A visão de Keith Anderson e Randy Reese, em sua obra “Spiritual Mentoring: A Guide for Seeking and Giving Direction” (Mentoria espiritual: um guia para buscar e dar direção), sugere que os pastores são discipuladores que ajudam a conhecer e a seguir a Jesus; guias espirituais que orientam a prática das disciplinas espirituais devocionais; conselheiros que oferecem sabedoria e discernimento; mestres que compartilham seus conhecimentos das Escrituras; e também modelos que clarificam o caráter de Cristo.

 

O retorno ao sagrado encargo do ofício pastoral passa necessariamente pelo resgate da mentoria espiritual. James Houston, hoje com 92 anos de idade, fundador do Regent College no Canadá, diz que “os mentores provavelmente surgiram com a própria raça humana.
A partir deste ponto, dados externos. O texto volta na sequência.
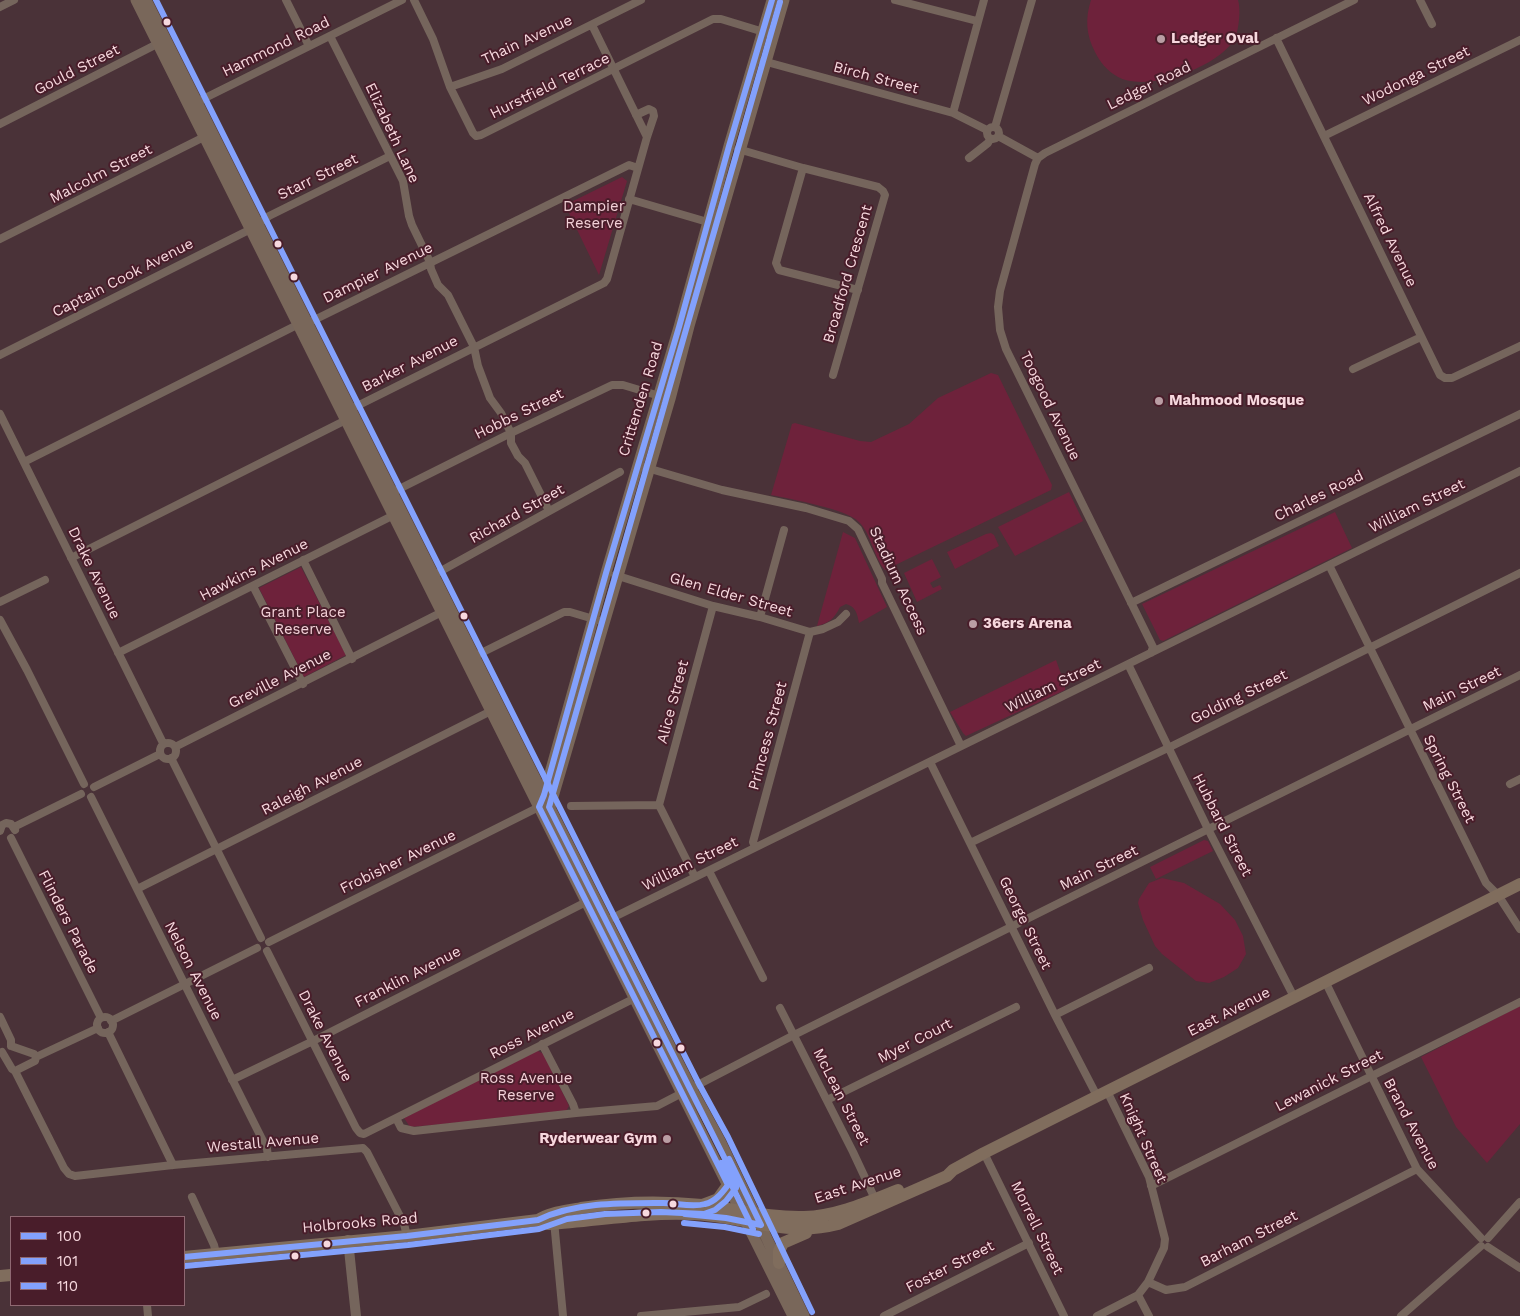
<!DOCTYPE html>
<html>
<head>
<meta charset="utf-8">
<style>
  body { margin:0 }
  #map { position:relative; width:1520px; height:1316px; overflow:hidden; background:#4a3238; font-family:"Work Sans",sans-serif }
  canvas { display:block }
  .legend { position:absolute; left:10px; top:1216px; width:175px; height:90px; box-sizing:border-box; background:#491d2a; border:1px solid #8f6872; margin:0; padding:6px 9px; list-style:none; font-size:15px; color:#f7d8de }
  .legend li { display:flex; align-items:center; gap:10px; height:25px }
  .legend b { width:25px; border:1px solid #8f6872 }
</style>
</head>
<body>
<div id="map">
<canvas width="1520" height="1316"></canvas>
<ul class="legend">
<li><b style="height:6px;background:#83a1fc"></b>100</li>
<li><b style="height:6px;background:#83a1fc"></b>101</li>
<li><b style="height:6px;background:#83a1fc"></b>110</li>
</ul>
</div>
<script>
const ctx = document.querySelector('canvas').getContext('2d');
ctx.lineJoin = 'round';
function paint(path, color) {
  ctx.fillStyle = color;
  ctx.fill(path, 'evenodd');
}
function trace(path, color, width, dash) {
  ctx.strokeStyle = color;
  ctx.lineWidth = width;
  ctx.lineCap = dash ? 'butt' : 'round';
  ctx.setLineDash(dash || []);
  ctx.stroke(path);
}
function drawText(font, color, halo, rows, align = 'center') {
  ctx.font = font + ' "Work Sans",sans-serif';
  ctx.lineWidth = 4;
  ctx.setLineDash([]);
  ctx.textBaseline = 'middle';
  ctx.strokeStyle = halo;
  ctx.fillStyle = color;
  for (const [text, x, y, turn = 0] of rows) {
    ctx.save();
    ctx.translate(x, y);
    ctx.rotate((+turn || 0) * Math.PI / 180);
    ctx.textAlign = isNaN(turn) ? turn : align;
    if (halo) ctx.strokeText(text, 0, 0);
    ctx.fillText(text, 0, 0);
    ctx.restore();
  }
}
paint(new Path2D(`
  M1091 0H1238C1241 9 1239 29 1235 38 1220 67 1147 93 1118 77 1107 71 1100 62 1095 52 1086 35 1085 18 1091 0Z
  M622 177 627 181 599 275 565 205Z
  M991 373 998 375 1052 485 1051 490 885 570C873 556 872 535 859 522 847 509 790 499 771 495L792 424 795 423 860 441 871 442 909 424 938 398Z
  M1069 492 1083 521 1015 556 998 527Z
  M1335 512 1352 548 1163 641 1160 640 1142 604Z
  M843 532 855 538 887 607 859 623C857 613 856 607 846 604L840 607C834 619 829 623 817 626Z
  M991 533 994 535 999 546 955 569 947 552 986 534Z
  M932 559 941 577 930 583 933 588 940 585 942 589 917 602 904 573Z
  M301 567 346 655 304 677 259 588Z
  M1056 660 1065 685V690L966 736 963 733 950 712Z
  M1204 840 1208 841 1213 851 1156 879 1150 867Z
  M1162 878 1184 883 1220 904 1235 920 1243 936 1246 954 1238 968 1224 977 1209 983 1196 981 1162 954 1155 946 1143 920 1138 903 1139 899 1149 883Z
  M1520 1006V1124L1487 1163 1456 1127 1421 1057Z
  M536 1050 544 1054 569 1106 565 1113 410 1127 404 1118Z`), '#6e223b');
trace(new Path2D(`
  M286 0 309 46
  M414 0 433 39 450 87 473 133 476 136 481 135 713 19H721L767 33
  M895 0 977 21
  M1420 0 1432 24
  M0 7 14 0
  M330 36 403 181 409 216 412 225 430 262 431 269 438 285 448 295 474 347 478 366 490 398 501 413 511 433V443L518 456 525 463 549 511
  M1276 38 1440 375 1445 378H1452L1520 346
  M763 61 953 113 987 130
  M450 87 502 69 641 0
  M193 104 402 0
  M953 113 984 0
  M636 115 649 109 653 111 654 116 647 137
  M0 124 161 42
  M987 133a6 6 0 1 1 12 0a6 6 0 1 1-12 0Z
  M995 127 1032 0
  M998 136 1038 158
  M1324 136 1520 40
  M738 149 803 168 878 187 883 191 885 195 833 375
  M969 158 988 143 990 139
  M803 168 776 263 779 270 858 290
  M629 199 711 223
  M0 239 208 135
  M0 355 251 229 269 216 390 156
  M1353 369 1421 337
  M0 414 163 743
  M24 462 299 324 308 323 629 165 638 168
  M637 465 722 490 806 508 849 521 858 529 882 579V583L961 746
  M389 494 511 433 612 385H623L663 397
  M71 558 346 420 351 409 604 283 607 279 647 137 592 25
  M303 560 352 659
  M1329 565 1486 883 1498 895 1520 929
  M615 575 713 606 760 617 810 632 823 629 838 622 846 614
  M430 577 620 472
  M253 586 303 684
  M0 602 45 580
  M1131 603 1520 414
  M760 617 784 530
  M0 620 27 670 84 784
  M118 653 396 514
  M1151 653 1153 647 1006 349 1000 330 998 307 1000 291 1035 164 1038 158 1045 153 1354 0
  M471 658 564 612H570L597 620
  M1128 664 1206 825 1294 997
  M160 751a8 8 0 1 1 16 0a8 8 0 1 1-16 0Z
  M175 747 446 610
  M171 758 261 938
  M930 762 1055 1015 1097 1096
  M1510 784 1520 779
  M94 787 160 754
  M91 797 267 1149 268 1157
  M659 805 713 606
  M571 806 659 805 695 877
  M14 827 81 794
  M0 831 2 825 6 823 11 824 15 830
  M11 838 101 1018
  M970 843 1168 748 1520 573
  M755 847 753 842 810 632
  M709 871 763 978
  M137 889 495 709
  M602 923 1520 471
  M269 942 539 807
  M267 951 356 1128 360 1133 364 1134 635 998
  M1325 981 1417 1169 1481 1238
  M780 1008 853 1152 875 1199
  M1055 1015 1149 968
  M0 1017 11 1040V1046
  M97 1025a8 8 0 1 1 16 0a8 8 0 1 1-16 0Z
  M111 1021 257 948
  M108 1032 173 1165
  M542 1044 573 1104 576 1113
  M11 1046 34 1054 36 1057
  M2 1052 12 1069 15 1071 64 1168 69 1174 75 1176 173 1165 363 1148 367 1152 404 1224 407 1236
  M15 1071 35 1061 36 1057 98 1028
  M232 1080 313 1041 590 900
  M1107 1091 1149 1177 1165 1239 1164 1248 1148 1282
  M827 1100 1016 1007
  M396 1118 401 1128 414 1131 576 1113 657 1106 794 1035 1075 895 1520 675
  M984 1153 1064 1316
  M1151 1186 1520 1002
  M192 1197 214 1245 216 1253
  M554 1221 563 1316
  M1488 1238 1520 1202
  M1488 1247 1520 1268
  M1138 1295 1149 1316
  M147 1305 148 1316
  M641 1316 739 1307 766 1294
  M884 1316 1029 1243
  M1097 1316 1138 1295 1148 1282 1166 1290 1185 1287 1417 1169
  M1401 1316 1481 1246`), '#75655c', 8);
trace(new Path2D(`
  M348 1240 356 1316`), '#75655c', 10);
trace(new Path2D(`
  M136 0 793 1316
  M146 0 595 898 691 1088 720 1141 804 1316
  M543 798 606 573 679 327 729 146 772 0
  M550 807 670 399 689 326 784 0`), '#79675a', 11);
trace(new Path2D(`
  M702 1205 718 1199 728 1185
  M538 1220C550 1212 567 1211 581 1208 620 1202 663 1201 702 1205 736 1209 770 1218 804 1217 837 1216 868 1202 898 1190
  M184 1257 407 1236 538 1220 549 1224C596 1221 643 1212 690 1214 742 1215 784 1238 838 1224L947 1176 953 1170 984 1153 1520 884
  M779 1263V1251L783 1243 806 1233
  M0 1276 11 1275`), '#806d5d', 12);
trace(new Path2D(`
  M729 1159 761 1225
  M685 1214 726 1218 761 1225
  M184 1257 407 1236 538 1220C575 1202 622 1203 663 1203 677 1203 692 1208 705 1204 715 1202 722 1193 728 1185L539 807 544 795 606 573 679 327 729 146 772 0`), '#83a1fc', 6);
trace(new Path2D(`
  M721 1163 753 1229
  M684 1223 725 1227 759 1234
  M185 1266 408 1245 539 1229 567 1219 605 1214 661 1212 704 1214 715 1210 726 1201 736 1188V1181L549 807 780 2`), '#83a1fc', 6);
trace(new Path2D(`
  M156 0 603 894 699 1084 728 1137 812 1312`), '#83a1fc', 6);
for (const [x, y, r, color] of [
  [167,22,4.5,"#f7d8de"],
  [1161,39,5,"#ba9ea4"],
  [278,244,4.5,"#f7d8de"],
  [294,277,4.5,"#f7d8de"],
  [1159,401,5,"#ba9ea4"],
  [464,616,4.5,"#f7d8de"],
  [973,624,5,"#ba9ea4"],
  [657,1043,4.5,"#f7d8de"],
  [681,1048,4.5,"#f7d8de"],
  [667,1139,5,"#ba9ea4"],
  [673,1204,4.5,"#f7d8de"],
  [646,1213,4.5,"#f7d8de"],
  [327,1244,4.5,"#f7d8de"],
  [295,1256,4.5,"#f7d8de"]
]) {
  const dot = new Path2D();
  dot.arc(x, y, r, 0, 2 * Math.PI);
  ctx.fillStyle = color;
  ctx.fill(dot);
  trace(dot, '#491d2a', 2);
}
drawText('bold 15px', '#f7d8de', '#491d2a', [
  ["Ledger Oval",1171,39],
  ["Mahmood Mosque",1169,401],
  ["36ers Arena",983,624],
  ["Ryderwear Gym",657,1139,"right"]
], 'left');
drawText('15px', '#f7d8de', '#491d2a', [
  ["Thain Avenue",527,40,-25],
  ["Hammond Road",276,47,-26],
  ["Gould Street",77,70,-27],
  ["Wodonga Street",1416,76,-26],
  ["Birch Street",876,78,15],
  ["Hurstfield Terrace",550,86,-26],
  ["Ledger Road",1149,86,-26],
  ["Elizabeth Lane",392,133,65],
  ["Malcolm Street",101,174,-27],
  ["Starr Street",318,177,-26],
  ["Alfred Avenue",1390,240,64],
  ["Dampier Avenue",378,273,-26],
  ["Broadford Crescent",848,274,-74],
  ["Captain Cook Avenue",123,278,-27],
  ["Barker Avenue",410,364,-27],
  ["Crittenden Road",641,399,-73],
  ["Toogood Avenue",1050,406,64],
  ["Hobbs Street",519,414,-26],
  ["Charles Road",1319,496,-26],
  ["William Street",1417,506,-26],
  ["Richard Street",517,514,-29],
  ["Hawkins Avenue",254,570,-27],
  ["Drake Avenue",94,573,64],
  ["Stadium Access",898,581,65],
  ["Glen Elder Street",731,595,16],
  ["Greville Avenue",280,679,-27],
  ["William Street",1053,686,-26],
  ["Main Street",1462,689,-26],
  ["Golding Street",1239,697,-26],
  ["Alice Street",673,702,-75],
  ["Princess Street",768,736,-75],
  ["Spring Street",1449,779,63],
  ["Raleigh Avenue",312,786,-27],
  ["Hubbard Street",1222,825,63],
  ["Frobisher Avenue",398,862,-26],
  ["William Street",690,864,-26],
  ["Main Street",1099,868,-26],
  ["Flinders Parade",68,922,63],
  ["George Street",1025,923,64],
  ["Nelson Avenue",193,971,63],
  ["Franklin Avenue",408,977,-27],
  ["East Avenue",1229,1012,-27],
  ["Ross Avenue",532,1034,-27],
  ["Drake Avenue",325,1036,63],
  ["Myer Court",915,1041,-27],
  ["Lewanick Street",1329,1081,-27],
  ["McLean Street",841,1097,63],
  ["Brand Avenue",1411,1124,62],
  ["Knight Street",1143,1138,66],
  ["Westall Avenue",263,1143,-5],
  ["East Avenue",858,1185,-18],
  ["Holbrooks Road",360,1223,-5],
  ["Morrell Street",1037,1228,64],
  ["Barham Street",1249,1239,-27],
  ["Foster Street",950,1267,-27]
]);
drawText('15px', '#f2d0d7', '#491d2a', [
  ["Dampier",594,207],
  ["Reserve",594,224],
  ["Grant Place",303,613],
  ["Reserve",303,630],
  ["Ross Avenue",526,1079],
  ["Reserve",526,1096]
]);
</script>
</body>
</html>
Xamãs e feiticeiros, profetas e filósofos, líderes e mestres estão presentes desde o início da história. Moisés e Josué, Confúcio e Mêncio, Sócrates e Platão, Hilel e os fariseus, todos transmitiram suas visões de vida de mestre para aluno, de mentor para discípulo. E assim os pensamentos de grandes homens foram sendo passados de geração em geração”.

 

Em sua obra, igualmente imperdível, “Mentoria Espiritual”, sublinha que a grande distinção dos mentores espirituais é que “sua eficácia como mestres reside também no fato de que eles se colocam como modelos, pregando uma forma de vida que pode ser imitada tanto em pensamento quanto em ações”. Pastorear é ensinar a viver como Cristo. Responsabilidade infinitamente mais complexa do que macaquear no palco de um templo e, talvez por isso, muito menos desejada e ambicionada pelos líderes religiosos contemporâneos.

 

Thomas Merton, monge trapista, disse que “o propósito da mentoria espiritual é penetrar abaixo da superfície da vida de um homem, para chegar atrás da fachada dos seus gestos convencionais e atitudes que ele apresenta ao mundo, e trazer à tona sua liberdade espiritual interior, sua verdade íntima, que é o que chamamos de semelhança com Cristo em sua alma”.

 

Todas essas imagens e definições da atividade e das funções pastorais, de maneira especial a de mentor espiritual, apontam na direção da santidade. Fazem lembrar a impressão que o profeta Eliseu causava nas pessoas, por exemplo naquela mulher de Suném: “Tenho observado que este que sempre passa por nós é um santo homem de Deus”. Raramente encontro um homem assim. E ao mirar o espelho, geralmente coro de vergonha.